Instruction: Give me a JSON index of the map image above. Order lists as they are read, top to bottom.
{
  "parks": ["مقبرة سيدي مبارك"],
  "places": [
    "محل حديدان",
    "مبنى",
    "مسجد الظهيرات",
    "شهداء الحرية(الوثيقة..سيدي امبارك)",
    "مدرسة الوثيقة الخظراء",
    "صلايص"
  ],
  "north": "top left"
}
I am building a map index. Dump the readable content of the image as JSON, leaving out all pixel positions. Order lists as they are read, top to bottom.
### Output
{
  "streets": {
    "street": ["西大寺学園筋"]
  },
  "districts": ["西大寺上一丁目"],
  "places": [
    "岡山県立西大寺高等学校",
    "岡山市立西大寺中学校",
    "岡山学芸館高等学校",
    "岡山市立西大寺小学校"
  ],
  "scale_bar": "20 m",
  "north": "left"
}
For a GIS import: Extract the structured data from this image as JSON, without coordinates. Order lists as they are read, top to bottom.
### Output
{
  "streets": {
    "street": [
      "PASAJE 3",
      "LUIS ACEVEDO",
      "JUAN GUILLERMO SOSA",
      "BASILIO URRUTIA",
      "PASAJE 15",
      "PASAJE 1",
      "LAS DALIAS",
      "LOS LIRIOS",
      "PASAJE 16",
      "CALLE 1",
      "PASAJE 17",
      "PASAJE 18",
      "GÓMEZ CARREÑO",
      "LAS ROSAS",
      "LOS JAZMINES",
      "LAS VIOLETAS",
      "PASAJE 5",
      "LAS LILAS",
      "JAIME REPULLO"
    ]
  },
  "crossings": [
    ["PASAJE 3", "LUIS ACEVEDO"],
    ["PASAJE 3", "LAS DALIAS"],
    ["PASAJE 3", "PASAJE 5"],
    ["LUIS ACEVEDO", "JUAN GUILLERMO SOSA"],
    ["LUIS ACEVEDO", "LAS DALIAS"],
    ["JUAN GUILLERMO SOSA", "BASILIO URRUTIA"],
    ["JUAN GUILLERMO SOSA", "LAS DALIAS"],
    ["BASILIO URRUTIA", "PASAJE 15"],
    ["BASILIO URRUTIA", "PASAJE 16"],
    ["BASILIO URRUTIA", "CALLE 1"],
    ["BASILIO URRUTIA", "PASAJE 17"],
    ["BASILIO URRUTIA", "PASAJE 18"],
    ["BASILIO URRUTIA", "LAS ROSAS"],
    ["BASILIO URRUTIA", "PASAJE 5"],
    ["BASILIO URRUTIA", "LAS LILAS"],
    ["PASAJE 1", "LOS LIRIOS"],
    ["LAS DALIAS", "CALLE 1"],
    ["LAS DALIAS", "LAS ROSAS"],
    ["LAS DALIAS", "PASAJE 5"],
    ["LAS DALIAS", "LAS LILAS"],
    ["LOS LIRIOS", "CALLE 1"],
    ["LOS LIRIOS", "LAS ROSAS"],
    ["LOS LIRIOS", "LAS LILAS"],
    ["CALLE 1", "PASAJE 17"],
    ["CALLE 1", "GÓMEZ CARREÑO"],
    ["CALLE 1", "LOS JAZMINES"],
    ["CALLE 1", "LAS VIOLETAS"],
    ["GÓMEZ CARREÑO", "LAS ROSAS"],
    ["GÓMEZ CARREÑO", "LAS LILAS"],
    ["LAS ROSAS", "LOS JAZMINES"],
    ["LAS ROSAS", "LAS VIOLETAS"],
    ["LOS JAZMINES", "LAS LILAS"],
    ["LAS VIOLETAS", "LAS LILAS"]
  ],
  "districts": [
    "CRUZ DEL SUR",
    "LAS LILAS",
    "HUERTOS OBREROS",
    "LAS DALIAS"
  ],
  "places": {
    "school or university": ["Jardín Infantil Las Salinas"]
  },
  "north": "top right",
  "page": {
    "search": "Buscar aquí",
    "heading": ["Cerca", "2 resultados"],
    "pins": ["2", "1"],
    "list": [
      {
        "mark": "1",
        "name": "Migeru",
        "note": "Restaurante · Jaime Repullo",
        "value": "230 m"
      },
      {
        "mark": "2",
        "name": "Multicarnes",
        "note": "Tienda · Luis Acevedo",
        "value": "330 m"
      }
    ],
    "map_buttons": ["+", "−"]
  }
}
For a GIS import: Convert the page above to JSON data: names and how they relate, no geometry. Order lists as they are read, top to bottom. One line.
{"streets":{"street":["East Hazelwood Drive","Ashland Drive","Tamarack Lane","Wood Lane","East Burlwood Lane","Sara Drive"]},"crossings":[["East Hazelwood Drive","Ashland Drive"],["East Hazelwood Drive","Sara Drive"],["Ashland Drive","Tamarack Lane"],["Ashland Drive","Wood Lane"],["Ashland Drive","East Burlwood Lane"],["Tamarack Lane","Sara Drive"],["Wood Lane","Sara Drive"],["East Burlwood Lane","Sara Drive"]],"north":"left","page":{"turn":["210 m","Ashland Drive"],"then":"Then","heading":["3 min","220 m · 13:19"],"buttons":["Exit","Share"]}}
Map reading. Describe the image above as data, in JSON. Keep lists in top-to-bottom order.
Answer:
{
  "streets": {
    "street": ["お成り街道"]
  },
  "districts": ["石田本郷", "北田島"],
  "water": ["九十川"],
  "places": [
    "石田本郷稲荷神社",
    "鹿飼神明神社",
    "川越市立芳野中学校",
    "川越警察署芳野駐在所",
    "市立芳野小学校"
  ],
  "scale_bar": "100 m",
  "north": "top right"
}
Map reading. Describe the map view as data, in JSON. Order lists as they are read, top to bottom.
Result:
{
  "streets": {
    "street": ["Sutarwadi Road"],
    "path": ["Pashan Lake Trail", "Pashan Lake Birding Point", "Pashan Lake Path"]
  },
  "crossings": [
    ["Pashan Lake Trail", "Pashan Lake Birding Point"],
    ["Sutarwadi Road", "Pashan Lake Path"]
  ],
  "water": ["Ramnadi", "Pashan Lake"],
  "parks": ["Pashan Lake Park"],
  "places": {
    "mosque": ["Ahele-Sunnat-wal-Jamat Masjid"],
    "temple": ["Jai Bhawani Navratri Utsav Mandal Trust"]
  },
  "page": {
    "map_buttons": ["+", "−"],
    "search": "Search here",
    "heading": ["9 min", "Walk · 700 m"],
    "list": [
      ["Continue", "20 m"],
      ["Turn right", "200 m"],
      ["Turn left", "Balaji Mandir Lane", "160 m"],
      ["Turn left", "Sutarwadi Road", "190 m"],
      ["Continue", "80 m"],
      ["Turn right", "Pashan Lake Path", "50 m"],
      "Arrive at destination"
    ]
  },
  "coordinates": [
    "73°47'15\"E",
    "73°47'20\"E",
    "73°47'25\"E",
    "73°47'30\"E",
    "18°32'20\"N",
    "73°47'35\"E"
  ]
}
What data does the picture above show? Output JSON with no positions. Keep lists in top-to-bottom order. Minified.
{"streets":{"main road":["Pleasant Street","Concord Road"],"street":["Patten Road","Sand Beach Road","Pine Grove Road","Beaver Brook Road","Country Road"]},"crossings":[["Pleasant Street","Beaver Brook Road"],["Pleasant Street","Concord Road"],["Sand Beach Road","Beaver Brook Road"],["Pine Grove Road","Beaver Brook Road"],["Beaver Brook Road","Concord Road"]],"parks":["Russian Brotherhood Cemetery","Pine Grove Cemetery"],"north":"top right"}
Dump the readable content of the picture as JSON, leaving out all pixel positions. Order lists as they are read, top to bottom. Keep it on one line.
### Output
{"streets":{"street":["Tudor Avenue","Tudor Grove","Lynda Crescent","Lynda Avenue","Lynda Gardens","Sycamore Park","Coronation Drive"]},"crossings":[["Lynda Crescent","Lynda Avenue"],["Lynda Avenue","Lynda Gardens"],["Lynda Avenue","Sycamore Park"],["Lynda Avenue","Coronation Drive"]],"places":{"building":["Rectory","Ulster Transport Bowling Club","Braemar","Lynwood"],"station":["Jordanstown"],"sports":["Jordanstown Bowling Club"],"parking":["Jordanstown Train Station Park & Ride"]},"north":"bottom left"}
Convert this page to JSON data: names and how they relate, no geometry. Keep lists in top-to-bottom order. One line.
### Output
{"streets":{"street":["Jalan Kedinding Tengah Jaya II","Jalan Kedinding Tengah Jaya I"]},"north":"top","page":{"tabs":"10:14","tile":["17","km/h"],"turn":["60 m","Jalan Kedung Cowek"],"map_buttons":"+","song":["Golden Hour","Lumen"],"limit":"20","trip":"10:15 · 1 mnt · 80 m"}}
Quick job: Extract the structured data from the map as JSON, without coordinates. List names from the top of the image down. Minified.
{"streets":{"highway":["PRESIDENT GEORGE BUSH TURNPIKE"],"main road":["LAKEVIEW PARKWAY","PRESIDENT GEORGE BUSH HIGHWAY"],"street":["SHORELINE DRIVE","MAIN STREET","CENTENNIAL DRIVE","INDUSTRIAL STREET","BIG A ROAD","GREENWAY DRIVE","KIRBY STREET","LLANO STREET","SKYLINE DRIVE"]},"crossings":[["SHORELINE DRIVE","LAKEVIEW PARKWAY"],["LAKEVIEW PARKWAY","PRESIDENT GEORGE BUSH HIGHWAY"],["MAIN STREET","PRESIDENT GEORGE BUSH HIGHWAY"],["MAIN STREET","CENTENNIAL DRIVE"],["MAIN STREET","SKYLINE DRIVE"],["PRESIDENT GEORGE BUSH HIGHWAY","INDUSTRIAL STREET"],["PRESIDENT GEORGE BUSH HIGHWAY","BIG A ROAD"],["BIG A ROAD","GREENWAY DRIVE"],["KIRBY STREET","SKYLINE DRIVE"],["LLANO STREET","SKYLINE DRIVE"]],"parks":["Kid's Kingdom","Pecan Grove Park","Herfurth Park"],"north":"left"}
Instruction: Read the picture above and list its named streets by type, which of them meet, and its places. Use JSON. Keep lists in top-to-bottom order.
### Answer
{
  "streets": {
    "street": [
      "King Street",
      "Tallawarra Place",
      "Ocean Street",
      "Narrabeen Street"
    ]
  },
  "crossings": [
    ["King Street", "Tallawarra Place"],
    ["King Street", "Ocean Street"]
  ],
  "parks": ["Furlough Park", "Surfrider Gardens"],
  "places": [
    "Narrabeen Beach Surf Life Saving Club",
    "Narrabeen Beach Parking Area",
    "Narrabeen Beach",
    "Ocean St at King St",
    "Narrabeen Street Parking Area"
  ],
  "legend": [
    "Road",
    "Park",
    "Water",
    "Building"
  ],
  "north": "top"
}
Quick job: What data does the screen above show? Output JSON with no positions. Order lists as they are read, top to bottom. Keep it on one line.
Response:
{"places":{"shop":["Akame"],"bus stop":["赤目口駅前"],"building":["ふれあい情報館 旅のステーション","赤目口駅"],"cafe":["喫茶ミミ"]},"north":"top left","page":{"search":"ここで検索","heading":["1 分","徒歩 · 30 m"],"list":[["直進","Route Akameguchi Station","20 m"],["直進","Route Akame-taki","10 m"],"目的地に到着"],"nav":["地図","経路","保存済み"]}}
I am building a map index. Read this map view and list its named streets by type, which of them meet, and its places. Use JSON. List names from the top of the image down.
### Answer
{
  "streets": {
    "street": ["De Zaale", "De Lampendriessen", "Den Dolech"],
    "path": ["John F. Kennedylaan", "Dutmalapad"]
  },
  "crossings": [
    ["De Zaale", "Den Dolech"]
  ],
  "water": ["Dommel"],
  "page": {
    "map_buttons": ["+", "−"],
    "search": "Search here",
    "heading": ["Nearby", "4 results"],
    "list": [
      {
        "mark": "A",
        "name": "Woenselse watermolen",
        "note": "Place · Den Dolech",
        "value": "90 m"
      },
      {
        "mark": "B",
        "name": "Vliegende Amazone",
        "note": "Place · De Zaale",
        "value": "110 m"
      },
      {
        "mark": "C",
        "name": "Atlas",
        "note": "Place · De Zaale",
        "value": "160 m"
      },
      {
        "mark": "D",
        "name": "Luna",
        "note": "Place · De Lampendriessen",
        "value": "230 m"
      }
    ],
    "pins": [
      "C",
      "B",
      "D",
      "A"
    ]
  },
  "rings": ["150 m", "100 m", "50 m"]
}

⁂

Problem requirements: Count the lines above that contain the word "this", and reply with only that number.

Your solution: 3